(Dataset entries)
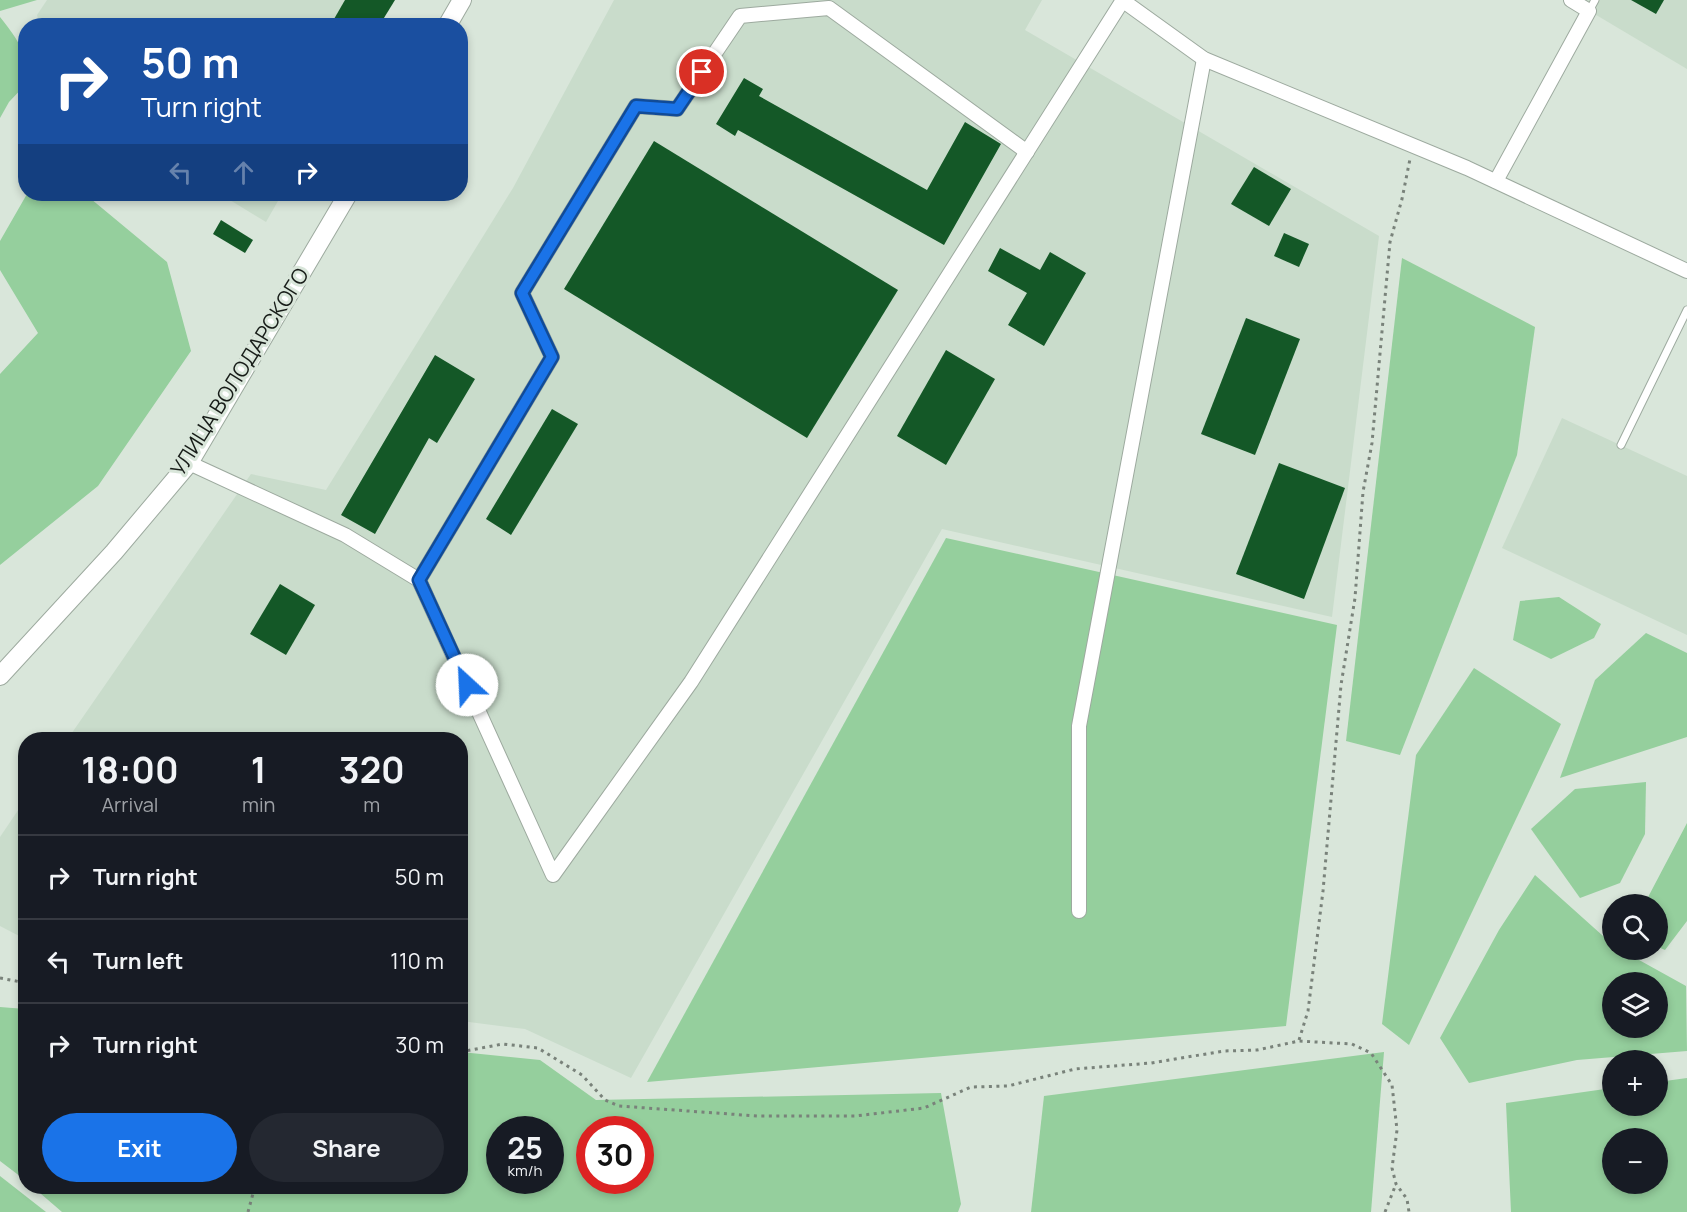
<!DOCTYPE html>
<html lang="en">
<head>
<meta charset="utf-8">
<style>
	body { margin:0; font-family:Manrope,sans-serif; background:#242831; color:#f1f3f6; height:100vh; display:flex; flex-direction:column; font-size:22px; white-space:nowrap }
	* { box-sizing:border-box; margin:0 }
	p { font-size:20px; color:#9ea1a6 }
	.icon { flex:none; width:33px; height:33px; fill:none; stroke:currentColor; stroke-width:2; stroke-linecap:round; stroke-linejoin:round }
	.map { position:relative; flex:1; overflow:hidden }
	.details { position:absolute; left:18px; top:732px; width:450px; height:462px; display:flex; flex-direction:column; background:#171b24; border-radius:24px; box-shadow:0 3px 9px #0003 }
	.details>* { flex:none }
	.banner { position:absolute; left:18px; top:18px; width:450px; height:183px; border-radius:24px; box-shadow:0 3px 9px #0003; background:#1a4fa0; color:#fff; overflow:hidden }
	.controls { position:absolute; left:1602px; top:894px; display:grid; gap:12px }
	.controls a { display:grid; place-items:center; width:66px; height:66px; border-radius:50%; background:#171b24; box-shadow:0 3px 9px #0003; font-size:30px }
	.speed { position:absolute; left:486px; top:1116px; display:flex; gap:12px; font-size:30px; font-weight:700; text-align:center }
	.speed>* { display:grid; place-content:center; width:78px; height:78px; border-radius:50%; background:#171b24; box-shadow:0 3px 9px #0003; line-height:1 }
	.speed small { font-size:15px; font-weight:400 }
	.speed .limit { border:9px solid #d22; background:#fff; color:#111 }
	.pin { position:absolute; display:grid; place-items:center; width:51px; height:51px; color:#fff; margin:-26px; border:3px solid #fff; border-radius:50%; box-shadow:0 2px 6px #0007 }
	.me { position:absolute; width:66px; margin:-33px; rotate:335deg; stroke-linejoin:round; filter:drop-shadow(0 0 4px #0008) }
	.turn { display:flex; align-items:center; gap:21px; height:126px; padding:0 24px; font-size:27px }
	.turn .icon { width:78px; height:78px; stroke-width:2.5 }
	.turn b { display:block; font-size:42px; line-height:51px }
	.lanes { display:flex; align-items:center; height:57px; padding:0 24px; background:#0003; justify-content:center; gap:30px; direction:ltr }
	.lanes .off { opacity:.35 }
	.eta { display:flex; justify-content:space-evenly; align-items:center; height:102px; text-align:center }
	.eta b { font-size:36px; font-weight:700; line-height:42px }
	.action { display:flex; gap:12px; margin-top:auto; padding:12px 24px }
	.action a { flex:1; height:69px; border-radius:36px; background:#1a73e8; color:#fff; font-size:24px; font-weight:700; line-height:69px; text-align:center }
	.action a+a { background:#242831; color:#f1f3f6 }
	ul { padding:0; list-style:none }
	li { display:flex; align-items:center; gap:18px; height:84px; padding:0 24px; border-top:2px solid #363941 }
	li div { flex:1 }
	li b { display:block; font-size:22px }
	li em { font-style:normal }
	.map>svg:first-child { display:block }
</style>
</head>
<body>
<div class="map">
<svg width="1687" height="1212" viewBox="0 0 1687 1212">
	<rect width="100%" height="100%" fill="#d9e6da"/>
	<g fill="#c9dccb">
		<polygon points="47,0 394,0 379,26 40,26 37,15"/>
		<polygon points="614,0 1042,0 1025,30 1379,236 1332,617 942,529 631,1078 525,1029 461,1021 460,740 67,740 251,474 326,490 513,188"/>
		<polygon points="1571,0 1687,0 1687,69"/>
		<polygon points="220,194 282,194 266,222"/>
		<polygon points="1562,418 1687,476 1687,635 1502,548"/>
		<polygon points="25,800 25,939 0,926 0,837"/>
	</g>
	<g fill="#95cf9d" fill-rule="evenodd">
		<polygon points="0,0 37,0 0,11"/>
		<path d="M 0,17 C 20,42 26,51 26,84 L 9,102 L 0,118 Z"/>
		<polygon points="27,194 85,194 167,262 191,351 98,486 0,565 0,374 38,333 0,270 0,241"/>
		<polygon points="1402,258 1535,327 1517,455 1400,755 1346,741"/>
		<polygon points="946,538 1337,625 1286,1026 647,1082"/>
		<polygon points="1559,597 1601,624 1594,638 1551,659 1513,640 1520,601"/>
		<polygon points="1646,633 1687,653 1687,737 1560,778 1595,680"/>
		<polygon points="1474,668 1561,724 1409,1045 1382,1024 1416,755"/>
		<polygon points="1646,782 1645,834 1620,883 1580,898 1531,829 1575,789"/>
		<polygon points="1687,823 1687,921 1665,950 1658,947 1658,904 1647,904 1646,901"/>
		<path d="M 1535,875 L 1612,944 L 1612,950 L 1621,950 L 1686,986 L 1687,1051 L 1577,1060 L 1469,1083 L 1440,1038 L 1499,930 ZM 1612,982 L 1658,982 L 1658,1028 L 1612,1028 Z"/>
		<polygon points="0,1007 25,1009 25,1180 0,1161"/>
		<path d="M 461,1052 L 540,1060 L 596,1100 L 941,1093 L 961,1204 L 958,1212 L 62,1212 L 33,1187 L 460,1186 ZM 500,1130 L 550,1130 L 550,1180 L 500,1180 ZM 590,1130 L 640,1130 L 640,1180 L 590,1180 Z"/>
		<polygon points="1384,1052 1371,1212 1031,1212 1044,1096"/>
		<path d="M 1687,1078 L 1687,1212 L 1511,1212 L 1506,1103 L 1612,1088 L 1612,1106 L 1658,1106 L 1658,1082 ZM 1612,1138 L 1658,1138 L 1658,1184 L 1612,1184 Z"/>
		<polygon points="0,1176 46,1212 0,1212"/>
	</g>
	<g fill="#145827">
		<polygon points="345,0 395,0 379,26 345,26 334,19"/>
		<polygon points="1631,0 1664,0 1656,14"/>
		<polygon points="744,78 763,89 759,96 927,190 965,122 1001,144 944,245 738,130 735,136 716,124"/>
		<polygon points="654,141 898,290 807,438 564,289"/>
		<polygon points="1254,167 1291,189 1269,226 1231,204"/>
		<polygon points="221,220 253,240 245,253 213,234"/>
		<polygon points="1284,233 1309,244 1299,267 1274,256"/>
		<polygon points="1000,248 1040,270 1050,252 1086,273 1044,346 1008,325 1027,293 988,271"/>
		<polygon points="1246,318 1300,339 1255,455 1201,434"/>
		<polygon points="946,350 995,379 946,465 897,436"/>
		<polygon points="435,355 475,379 437,443 429,438 375,534 341,515"/>
		<polygon points="552,409 578,424 511,535 486,519"/>
		<polygon points="1279,463 1345,488 1304,599 1236,574"/>
		<polygon points="280,584 315,605 286,655 250,634"/>
	</g>
	<g fill="none" stroke-linecap="round" stroke-linejoin="round">
		<defs>
			<g id="service">
				<polyline points="1589,11 1595,0"/>
				<polyline points="1621,445 1687,310"/>
			</g>
			<g id="minor">
				<polyline points="1122,0 1204,59 1467,168 1687,271"/>
				<polyline points="1496,181 1589,11 1571,0"/>
				<polyline points="189,463 345,535 419,580 553,875 691,682 1123,0"/>
				<polyline points="419,580 552,357 522,293 636,106 677,109 740,16 829,8 1027,152"/>
				<polyline points="1079,911 1079,726 1204,59"/>
			</g>
			<g id="secondary">
				<polyline points="447,26 462,0"/>
				<polyline points="0,676 114,552 189,463 348,194"/>
			</g>
		</defs>
		<use href="#service" stroke="#9daa9f" stroke-width="9"/>
		<use href="#minor" stroke="#9daa9f" stroke-width="16"/>
		<use href="#secondary" stroke="#9daa9f" stroke-width="20"/>
		<g stroke="#79827a" stroke-width="3" stroke-dasharray="3 4.5" stroke-linecap="butt">
			<polyline points="0,978 26,983"/>
			<polyline points="1299,1040 1308,1011 1323,891 1341,685 1355,598 1363,492 1372,443 1390,242 1402,199 1410,159"/>
			<polyline points="460,1052 503,1044 538,1048 582,1075 605,1100 619,1106 757,1116 855,1116 924,1108 971,1087 1008,1086 1075,1069 1151,1063 1224,1051 1257,1050 1299,1041 1352,1044 1371,1053 1392,1085 1397,1130 1392,1168 1396,1184 1407,1199 1409,1212"/>
			<polyline points="248,1212 255,1186"/>
			<polyline points="1385,1212 1396,1184"/>
		</g>
		<use href="#service" stroke="#fff" stroke-width="7"/>
		<use href="#minor" stroke="#fff" stroke-width="14"/>
		<use href="#secondary" stroke="#fff" stroke-width="18"/>
	</g>
	<g fill="none" stroke-linecap="round" stroke-linejoin="round">
		<defs>
			<polyline id="route" points="467,685 419,580 552,357 522,293 636,106 677,109 702,72"/>
		</defs>
		<use href="#route" stroke="#114b97" stroke-width="15"/>
		<use href="#route" stroke="#1a73e8" stroke-width="10"/>
	</g>
	<g text-anchor="middle" stroke-width="6" stroke-linejoin="round" paint-order="stroke">
		<g font-size="21" fill="#171c18" stroke="#d9e6da">
			<text transform="translate(240 372) rotate(-58)" y="7">УЛИЦА ВОЛОДАРСКОГО</text>
		</g>
	</g>
</svg>
<div class="controls">
<a><svg class="icon" aria-label="search" viewBox="0 0 24 24"><circle cx="10" cy="10" r="6"/><path d="M15 15l6 6"/></svg></a>
<a><svg class="icon" aria-label="layers" viewBox="0 0 24 24"><path d="M12 4l9 5-9 5-9-5zM3 14l9 5 9-5"/></svg></a>
<a>+</a>
<a>−</a>
</div>
<div class="speed"><div>25<small>km/h</small></div><div class="limit">30</div></div>
<div class="pin" style="left:702px;top:72px;background:#d93025"><svg class="icon" aria-label="arrive" viewBox="0 0 24 24"><path d="M6 21V4h12l-3 4 3 4H6"/></svg></div>
<svg class="me" style="left:467px;top:685px" viewBox="-20 -20 40 40"><circle r="19" fill="#fff"/><path d="M0-13L10 11 0 6-10 11z" fill="#1a73e8"/></svg>
<div class="banner">
<div class="turn"><svg class="icon" aria-label="right" viewBox="0 0 24 24"><path d="M7 20v-9h11M14 6l5 5-5 5"/></svg><div><b>50 m</b>Turn right</div></div>
<div class="lanes"><svg class="icon off" aria-label="left" viewBox="0 0 24 24"><path d="M17 20v-9H6M10 6l-5 5 5 5"/></svg><svg class="icon off" aria-label="ahead" viewBox="0 0 24 24"><path d="M12 20V5M6 11l6-6 6 6"/></svg><svg class="icon" aria-label="right" viewBox="0 0 24 24"><path d="M7 20v-9h11M14 6l5 5-5 5"/></svg></div>
</div>
<section class="details">
<div class="eta">
<div><b>18:00</b><p>Arrival</p></div>
<div><b>1</b><p>min</p></div>
<div><b>320</b><p>m</p></div>
</div>
<ul>
<li><svg class="icon" aria-label="right" viewBox="0 0 24 24"><path d="M7 20v-9h11M14 6l5 5-5 5"/></svg><div><b>Turn right</b></div><em>50 m</em></li>
<li><svg class="icon" aria-label="left" viewBox="0 0 24 24"><path d="M17 20v-9H6M10 6l-5 5 5 5"/></svg><div><b>Turn left</b></div><em>110 m</em></li>
<li><svg class="icon" aria-label="right" viewBox="0 0 24 24"><path d="M7 20v-9h11M14 6l5 5-5 5"/></svg><div><b>Turn right</b></div><em>30 m</em></li>
</ul>
<div class="action"><a>Exit</a><a>Share</a></div>
</section>
</div>
</body>
</html>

* [WHAT THE EXERCISE ASKS]:
Go line by line through the records and copy those that contain the word "overflow".

* [RESULT BELOW]:
	.map { position:relative; flex:1; overflow:hidden }
	.banner { position:absolute; left:18px; top:18px; width:450px; height:183px; border-radius:24px; box-shadow:0 3px 9px #0003; background:#1a4fa0; color:#fff; overflow:hidden }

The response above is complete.